Attendees spent the day learning about the origins and philosophies behind projects ranging from Viégas’ and Wattenberg’s Wind Map, which animates the United States’ surface winds based on data pulled from the National Digital Forecast Database, to Jer Thorp’s Exo, a visualization tool to explore the findings of NASA’s Kepler space observatory (“The general public needs to be pulled in. You don’t lose the ‘ahh’ by adding in an ‘ooh’), to Levin’s The Secret Lives of Numbers, which shows the popularity of every integer between 0 and 100,000 since 1997 (“I’m interested in things that are not necessarily useful, but that are provocative”).
Other presentations included: Jeff Heer, an assistant professor in the Computer Science Department at Stanford University, who shared jaw-dropping interactive data visualizations, including scatter plot matrixes, parallel coordinates and hierarchical edge bundling; Eric Rodenbeck, founder of the San Francisco-based Stamen design firm, talked about his Surging Seas project and how to best communicate science to the general public (“Look for that grain that’s going to make sense of it all”); and Anja-Silvia Goeing, a lecturer of history at Caltech, who showed the links between how data is presented today to how objects were represented in early scientific disciplines (i.e. cabinets of curiosities).

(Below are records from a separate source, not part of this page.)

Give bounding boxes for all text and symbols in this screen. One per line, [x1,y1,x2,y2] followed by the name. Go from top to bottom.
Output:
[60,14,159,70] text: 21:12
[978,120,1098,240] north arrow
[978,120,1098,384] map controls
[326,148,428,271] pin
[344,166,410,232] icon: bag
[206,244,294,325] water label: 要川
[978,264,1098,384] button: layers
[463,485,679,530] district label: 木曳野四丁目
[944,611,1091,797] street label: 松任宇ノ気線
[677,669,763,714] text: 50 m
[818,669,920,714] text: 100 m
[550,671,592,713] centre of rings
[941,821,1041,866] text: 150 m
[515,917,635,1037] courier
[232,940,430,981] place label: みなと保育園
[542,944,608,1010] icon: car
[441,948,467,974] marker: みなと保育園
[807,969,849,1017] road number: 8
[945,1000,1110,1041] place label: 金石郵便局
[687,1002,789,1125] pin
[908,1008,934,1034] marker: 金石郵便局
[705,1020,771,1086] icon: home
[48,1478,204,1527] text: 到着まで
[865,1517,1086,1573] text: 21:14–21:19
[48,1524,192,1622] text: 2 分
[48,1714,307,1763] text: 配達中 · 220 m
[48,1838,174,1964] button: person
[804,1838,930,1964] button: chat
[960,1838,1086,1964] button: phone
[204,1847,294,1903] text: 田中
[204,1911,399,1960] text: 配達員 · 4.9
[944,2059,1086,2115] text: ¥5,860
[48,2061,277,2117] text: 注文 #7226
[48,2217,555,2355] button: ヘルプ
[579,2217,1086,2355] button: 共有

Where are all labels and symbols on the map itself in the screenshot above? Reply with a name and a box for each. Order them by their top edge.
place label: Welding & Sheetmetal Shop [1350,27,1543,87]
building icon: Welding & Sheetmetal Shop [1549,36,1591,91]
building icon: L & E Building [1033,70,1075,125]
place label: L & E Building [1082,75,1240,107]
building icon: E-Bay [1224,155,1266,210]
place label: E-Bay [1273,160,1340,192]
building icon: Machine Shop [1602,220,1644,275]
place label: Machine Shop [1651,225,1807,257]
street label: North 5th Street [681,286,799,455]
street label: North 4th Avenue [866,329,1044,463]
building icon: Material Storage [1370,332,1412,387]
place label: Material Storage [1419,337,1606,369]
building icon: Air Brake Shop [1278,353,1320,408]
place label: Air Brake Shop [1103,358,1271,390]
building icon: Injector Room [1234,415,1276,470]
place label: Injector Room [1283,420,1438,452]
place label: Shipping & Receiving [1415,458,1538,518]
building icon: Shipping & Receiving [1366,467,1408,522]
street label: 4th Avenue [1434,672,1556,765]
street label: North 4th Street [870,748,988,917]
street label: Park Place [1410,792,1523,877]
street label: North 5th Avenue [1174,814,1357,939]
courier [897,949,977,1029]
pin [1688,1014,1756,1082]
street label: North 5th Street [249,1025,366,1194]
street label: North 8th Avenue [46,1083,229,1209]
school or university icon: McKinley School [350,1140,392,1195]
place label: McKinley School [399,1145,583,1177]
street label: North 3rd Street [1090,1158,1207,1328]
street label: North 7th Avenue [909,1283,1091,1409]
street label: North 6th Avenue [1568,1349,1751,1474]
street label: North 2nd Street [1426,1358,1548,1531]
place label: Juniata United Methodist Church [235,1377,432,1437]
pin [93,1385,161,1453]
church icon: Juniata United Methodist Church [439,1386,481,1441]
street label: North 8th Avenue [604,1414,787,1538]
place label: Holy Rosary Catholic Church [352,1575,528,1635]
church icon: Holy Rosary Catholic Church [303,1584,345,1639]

The following day, the same leaders that spoke at the symposium participated in small workshops at Art Center with invited faculty, staff and students from the participating institutions. The day was a rare opportunity for students to brainstorm with and receive feedback on their current data visualization projects from individuals who are the very best in their fields.
And when it comes to data visualization and collaboration between Art Center, Caltech and JPL, this symposium and related workshops are only the beginning. At the symposium, Mushkin announced that she, Davidoff and Hendrie have been working together on a “summer of visualization,” which includes additional guest speakers including Ben Fry, principle of Fathom and co-creator of the Processing computer language, and Aaron Koblin, the creative director of Google’s Data Arts Team.
Mushkin also announced a new internship program beginning this summer in which five interns—three computer science students and two design students—will be working together on three sets of visualization problems for Caltech and JPL.”We’re really excited to dig in and enact this idea of collaboration,” said Mushkin. “And we’re excited to begin a new collective conversation and new persepctive on data and visualizing data in new ways.”